0

I am trying to find a way to compare some text in 2 files and if a match is found then run a process.

Here are examples of the files;

'File A' = Automated list of text with this format;

example1
ex2
289 Example
fht_nkka

'File B' = File names from a directory search;

example1
test2
test4785

Using my 2 example files, I want to search them both and find matches.

So 'File A' above contains 'example1' and 'example1' is in 'File B'. What I want to be able to do is create 'string[] match based on all matches. Is there an easy way of doing this?

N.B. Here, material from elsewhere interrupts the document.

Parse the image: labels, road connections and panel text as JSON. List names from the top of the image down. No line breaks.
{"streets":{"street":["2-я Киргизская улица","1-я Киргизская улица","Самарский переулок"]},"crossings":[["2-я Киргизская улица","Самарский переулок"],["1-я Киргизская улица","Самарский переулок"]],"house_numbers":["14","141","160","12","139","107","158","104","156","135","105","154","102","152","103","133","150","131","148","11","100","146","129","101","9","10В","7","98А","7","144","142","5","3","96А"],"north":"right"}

NOTE: these files do not always have the same line data or amount of lines in.

Pickled Egg
  • 123
  • 3
  • 12
  • UPDATE - I can also change the layout of 'File A' if needed but the line items will be the same either way – Pickled Egg Sep 09 '13 at 12:31
  • 1
    have you tried anything? any code sample? – fhnaseer Sep 09 '13 at 12:34
  • I am a beginner with C# so not tried anything yet as I am stuck as to how to do it. I have other searches being run elsewhere but they are looking for static search criteria, this dynamic 'search and run' process has stumped me :S – Pickled Egg Sep 09 '13 at 12:52
  • 1
    If this project grows beyond the capabilities of your homegrown solution, you may want to look into [Lucene.Net](http://lucenenet.apache.org/) – mbeckish Oct 03 '13 at 13:19

4 Answers4

1
  1. Use System.IO.File.ReadAllLines() on each of the two files to create two string arrays.
  2. Create a sorted version of array containing filenames to improve search performance. You can use LINQ for this purpose.
  3. Given that your first file has a fixed layout, your required filename should always be at Line No. 4 for each record, so you can use a for loop on your second array with fixed increment to read the required filename.
  4. Use Array.BinarySearch() to quickly locate whether that required filename exists in the list of files (the other array that is).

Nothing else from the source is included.